What Holds Families Together Now?
If you've been a parent for several decades, you've probably noticed something difficult to describe.
Family feels... different.
Adult children seem to seek advice less often. They make major life decisions without consulting their parents. They turn to friends, online communities, podcasts, YouTube, or artificial intelligence for answers that previous generations would have asked their mothers or fathers.
Many parents experience that shift as deeply personal.
"She doesn't need me anymore."
"He never asks my opinion."
"I guess my experience doesn't matter."
Those feelings are understandable. I have experienced them myself.
But I have begun to wonder whether many of us are interpreting a cultural shift as though it were a personal rejection.
Family Once Served Many Functions
When we think about family, we often think first about love. But historically, families did much more than love one another.
Families taught practical skills. They shared knowledge, cared for children and aging parents, passed down traditions, and helped people survive economically. They introduced children to community, and they answered questions. If you wanted to know how to make bread, repair a fence, raise a baby, preserve vegetables, or navigate adulthood, you usually asked someone in your family. The answer mattered.

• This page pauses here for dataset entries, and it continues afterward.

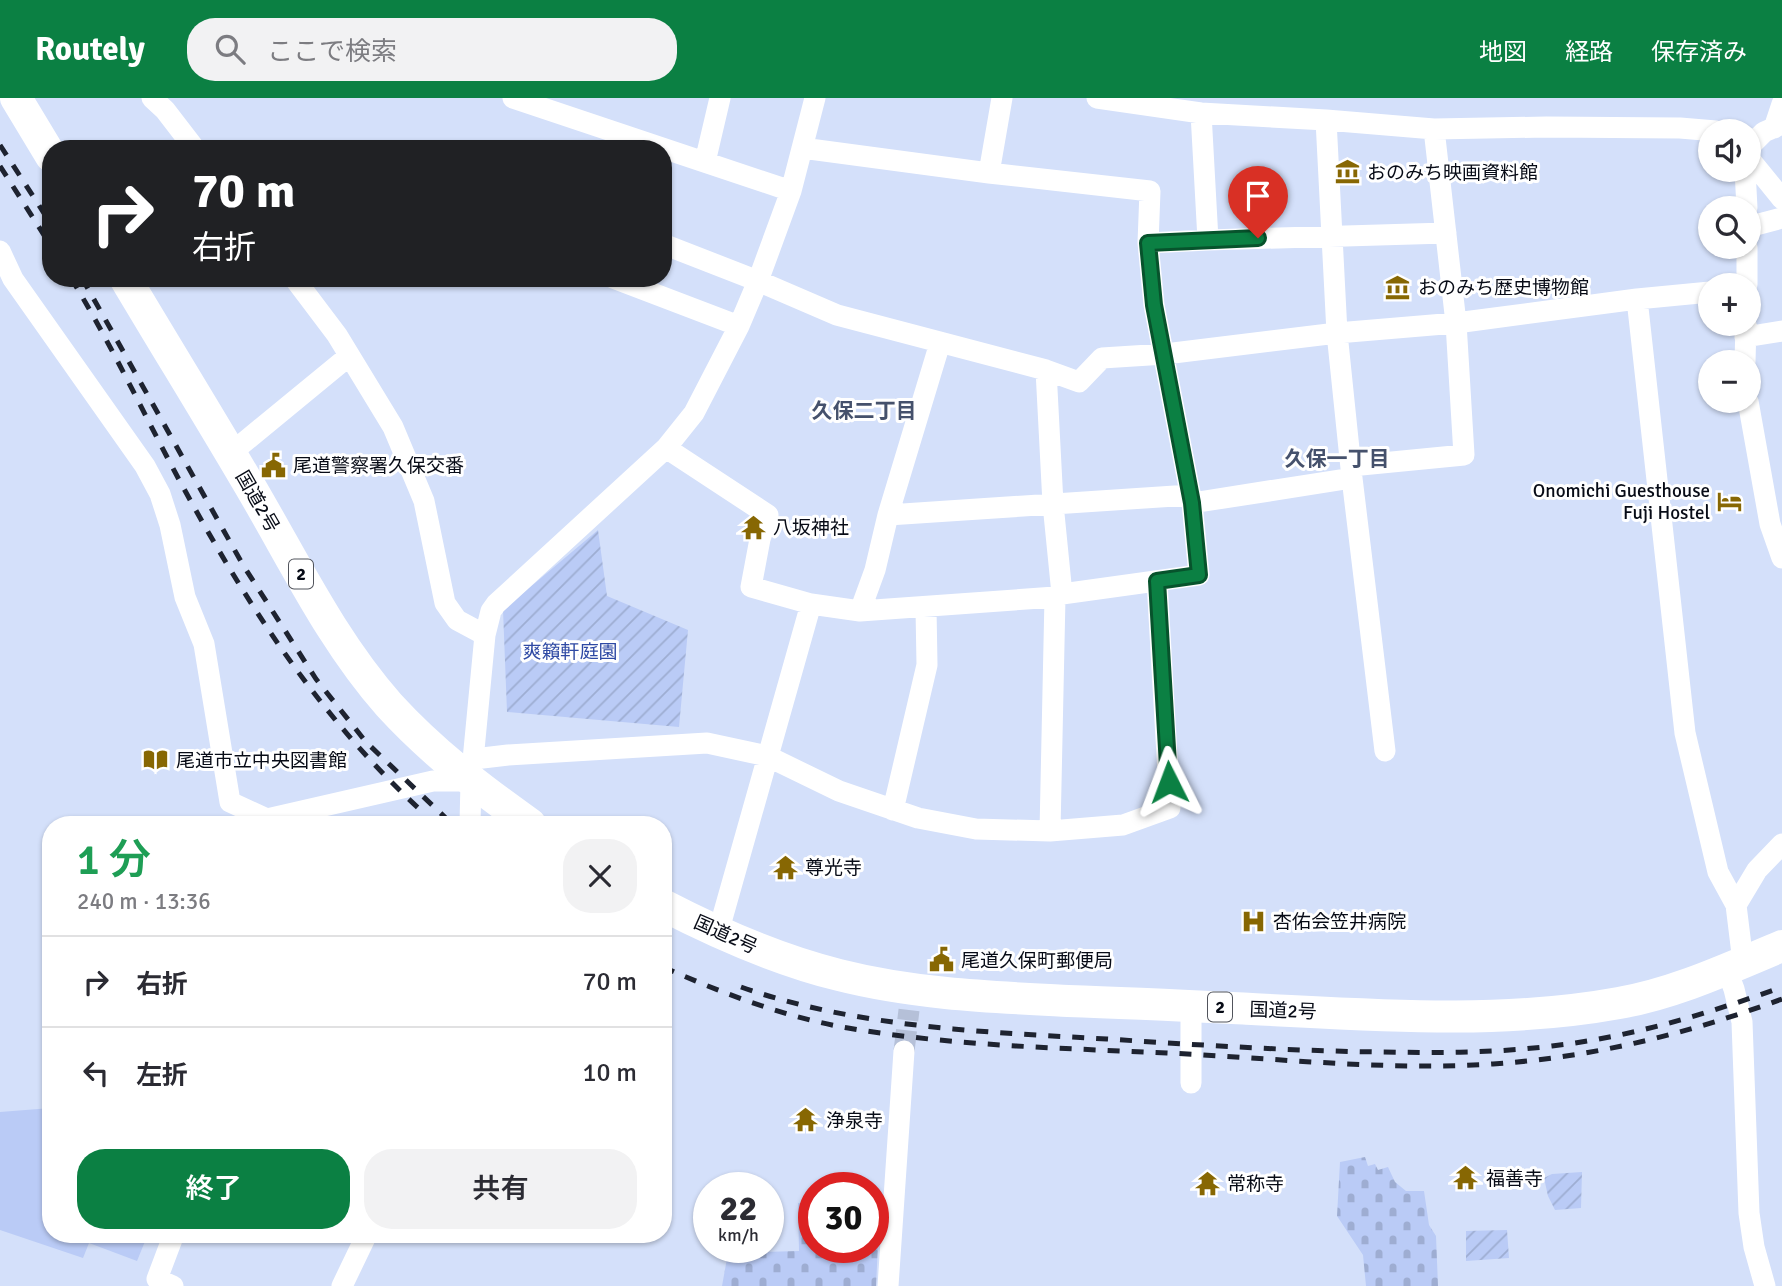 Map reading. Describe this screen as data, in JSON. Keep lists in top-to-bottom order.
{
  "streets": {
    "highway": ["国道2号", "2"]
  },
  "districts": ["久保二丁目", "久保一丁目"],
  "parks": ["爽籟軒庭園"],
  "places": {
    "museum": ["おのみち映画資料館", "おのみち歴史博物館"],
    "public building": ["尾道警察署久保交番", "尾道久保町郵便局"],
    "hotel": ["Onomichi Guesthouse Fuji Hostel"],
    "temple": [
      "八坂神社",
      "尊光寺",
      "浄泉寺",
      "福善寺",
      "常称寺"
    ],
    "library": ["尾道市立中央図書館"],
    "hospital": ["杏佑会笠井病院"]
  },
  "page": {
    "header": "Routely",
    "search": "ここで検索",
    "nav": ["地図", "経路", "保存済み"],
    "map_buttons": ["+", "−"],
    "turn": ["70 m", "右折"],
    "heading": ["1 分", "240 m · 13:36"],
    "list": [
      {
        "name": "右折",
        "value": "70 m"
      },
      {
        "name": "左折",
        "value": "10 m"
      }
    ],
    "buttons": ["終了", "共有"],
    "speed": "22 km/h",
    "limit": "30"
  }
}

But so did the conversation. Those ordinary interactions happened over and over again throughout daily life. Without realizing it, families were strengthening relationships while accomplishing practical tasks.
The World Changed
Over the past few decades, that environment has changed dramatically.
Today, information is available almost instantly. Need a recipe? Search online. Need parenting advice? Join a Facebook group. Need help repairing an appliance? Watch a YouTube video. Need information about a medical diagnosis? Ask AI or read evidence-based medical websites.

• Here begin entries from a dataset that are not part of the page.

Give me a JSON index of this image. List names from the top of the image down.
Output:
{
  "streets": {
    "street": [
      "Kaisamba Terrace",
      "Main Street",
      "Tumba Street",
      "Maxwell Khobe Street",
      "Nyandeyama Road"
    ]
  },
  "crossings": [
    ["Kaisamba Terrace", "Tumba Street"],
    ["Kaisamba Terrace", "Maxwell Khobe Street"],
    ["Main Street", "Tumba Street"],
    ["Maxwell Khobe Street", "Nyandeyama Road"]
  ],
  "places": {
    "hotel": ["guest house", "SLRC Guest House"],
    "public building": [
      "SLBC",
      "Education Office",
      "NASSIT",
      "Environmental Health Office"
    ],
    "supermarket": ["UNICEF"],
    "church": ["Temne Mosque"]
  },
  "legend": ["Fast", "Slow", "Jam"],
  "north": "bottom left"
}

These changes have brought tremendous benefits. People have access to knowledge and communities that previous generations never could have imagined. That is something worth celebrating. At the same time, something quieter has happened. Not because they stopped loving one another. Because they no longer had to depend on one another in quite the same ways.
Need No Longer Creates Connection
For much of history, the sequence looked something like this:
Need created proximity.
Proximity created interaction.
Interaction created opportunities for connection.
Today, that sequence often works differently. Many practical needs are met elsewhere. As a result, relationships increasingly depend on something else. People continue spending time together because they enjoy one another. Because they feel emotionally safe. Because they feel understood. Because they genuinely want to remain connected.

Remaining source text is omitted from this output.